Last week, I was pleased to help lead the discussion at The Cowen Group’s Leadership Breakfast in Manhattan. I’ve been spending a lot of time thinking and writing about Big Data lately, and jumped at the chance to hear what this community was thinking about it. Then, this week we did it again in Washington, DC.
It was a great group of breakfasters – predominantly law firm attendees, with a mix of in-house lawyers, consultants, and at least one journalist. The discussion was fast ride through a landscape of emotional responses to Big Data: excitement, skepticism, curiosity, confusion, optimism, confusion, and ennui. Just like every other discussion I have had about Big Data.
We spent a lot of time talking about what, exactly, Big Data is. The problem with this discussion is that, like most technology marketing terms, it can mean something or nothing at all. How can a bunch of smart people having breakfast in the same room one morning be expected to define Big Data when the people who are paid to create such definitions leave us feeling . . . confused?
Here’s how Gartner defines Big Data:
Big data is high-volume, high-velocity and high-variety information assets that demand cost-effective, innovative forms of information processing for enhanced insight and decision making.
Here’s how McKinsey defines it:
‘Big data’ refers to datasets whose size is beyond the ability of typical database software tools to capture, store, manage, and analyze. This definition is intentionally subjective . . .
Big Data is the frontier of a firm’s ability to store, process, and access (SPA) all the data it needs to operate effectively, make decisions, reduce risks, and serve customers.
Huh? No wonder we were confused as we scarfed our bacon and eggs.
Big Data is a squishy term, and for lawyers without a serious technology or data science background it is even squishier.
The concepts behind it are not new. However, there are some relatively new elements. One is the focus on unstructured data (e.g., documents, email messages, social media) instead of data stored in enterprise databases (the traditional focus of “Business Intelligence.) Two is the technologies that store, manage, and process data in a way that is not just incrementally better, bigger, or faster, but that are profoundly different (new file systems; aggregating massive pools of unstructured data instead of databases; storage on cheap connected hard drives, etc.). Three is newly commercialized tools and methods for performing analysis on these pools of unstructured data (even data that you don’t own) to draw business conclusions. There is a lot of skepticism about the third point – specifically about the ease with which truly insightful and accurate predictions can be generated from Big Data.
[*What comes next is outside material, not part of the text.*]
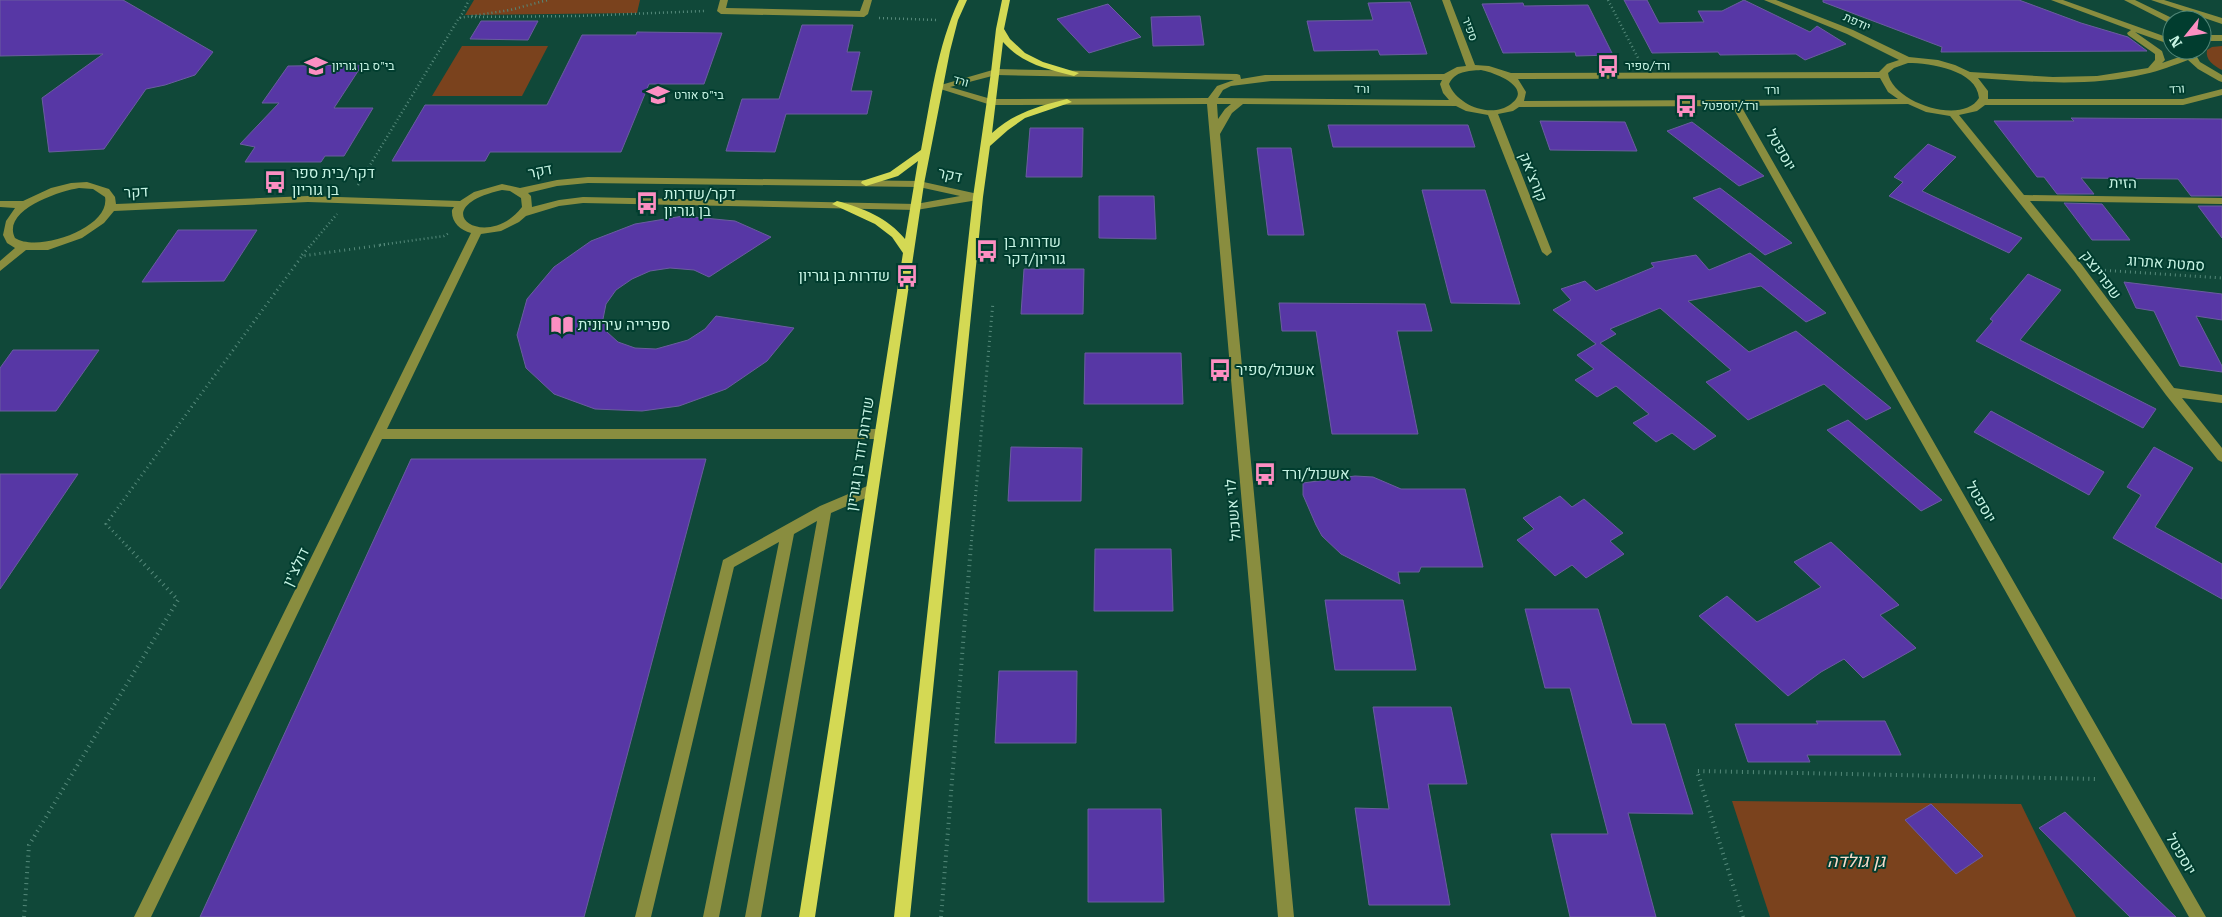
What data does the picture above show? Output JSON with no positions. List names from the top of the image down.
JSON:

Even Nate Silver – famous for accurately predicting the outcome of the 2012 US Presidential Election with data – cautions that even though data is growing exponentially, the “amount of useful information almost certainly isn’t.” Also, correlative insights often get sold as causative insights.
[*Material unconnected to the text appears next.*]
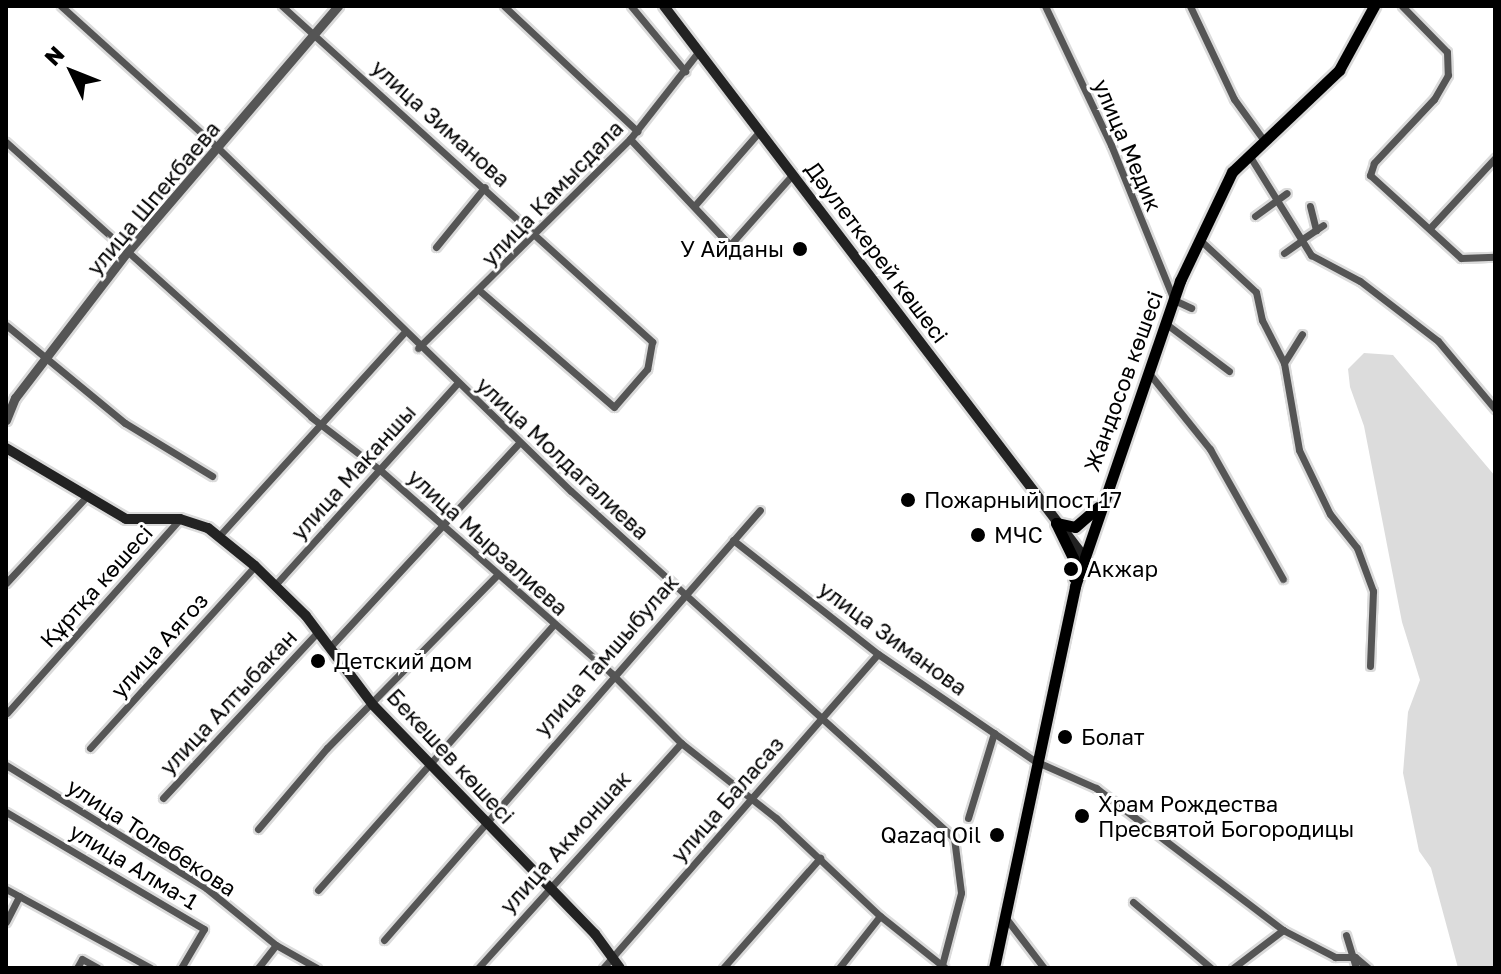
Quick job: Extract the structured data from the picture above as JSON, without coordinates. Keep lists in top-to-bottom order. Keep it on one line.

Big Data is a lot of things to a lot of people. But what is it to e-discovery professionals? I think there are three pieces to the Big Data discussion that are relevant for this community.
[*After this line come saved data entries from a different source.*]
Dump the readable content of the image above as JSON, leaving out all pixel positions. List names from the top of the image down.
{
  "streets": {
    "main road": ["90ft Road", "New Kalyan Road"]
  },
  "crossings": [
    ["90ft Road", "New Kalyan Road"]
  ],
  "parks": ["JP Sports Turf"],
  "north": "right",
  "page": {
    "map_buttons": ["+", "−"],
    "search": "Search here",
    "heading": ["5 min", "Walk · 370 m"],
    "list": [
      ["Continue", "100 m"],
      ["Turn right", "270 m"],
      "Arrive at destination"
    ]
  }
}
Is Data Good or Bad? In the world of Big Data, all data is good and more data is better. A well-known data scientist was recently quoted in the New York Times as saying, “Storing things is cheap. I’ve tended to take the attitude, ‘Don’t throw electronic things away.” To a data scientist this makes sense. After all, statistical analysis gets better with more (good) data. However, e-discovery professionals know that storage is not cheap when its full potential lifecyle is calculated, such as a company spending “$900,000 to produce an amount of data that would consume less than one-quarter of the available capacity of an ordinary DVD.” Data itself is of course neither good or bad, but e-discovery professional need to help Big Data proponents understand that data most definitely can have a downside. I wrote about this tension extensively here.
Data Analytics for E-Discovery. Though not often talked about, I believe there is serious potential for some parties in the e-discovery process to analyse the data flowing through its process and to monetize that analysis. What correlations could a smart data scientist investigate between the nature of the data collected and produced across multiple cases and their outcomes and costs. Could useful predictions be made? Could e-discovery processes be improved and routinized? I have some idea, but no firm answers. We should dig into this further, as a community.
Privacy and Accessibility. What does “readily available” mean in our age — an age where a huge chunk of all human knowledge can be accessed in seconds using a device you carry around in your pocket? Does better access to information simply offer speed and convenience, or does it offer something more profound? When a local newspaper posted the names and addresses of gun permit holders on an interactive map in the wake of the Sandy Hook Elementary School shooting, there was a huge outcry – despite the fact that this information is publicly available, by law. This is a critical emerging issue as the pressure to consolidate and mine unstructured information to gain business insight collides with expectations of privacy and confidentiality.
Simply put legal and ediscovery professionals need to be at the table when Big Data discussions are happening. They bring a critical perspective that no one else offers.
By the way, my article about accessing and getting rid of information in the Big Data era has been syndicated to the National Law Journal, under the title, “Data’s Dark Side, and How to Live With It.” Check it out here. You can also check out my podcast discussion with Monica Bay about the article here.
A few weeks ago, I mentioned that I was working on new feature article for Law Technology News about about how making more and more data “easily accessible” is both essential for Big Data to fulfill its promise and also a huge risk to privacy, intellectual property, and so on.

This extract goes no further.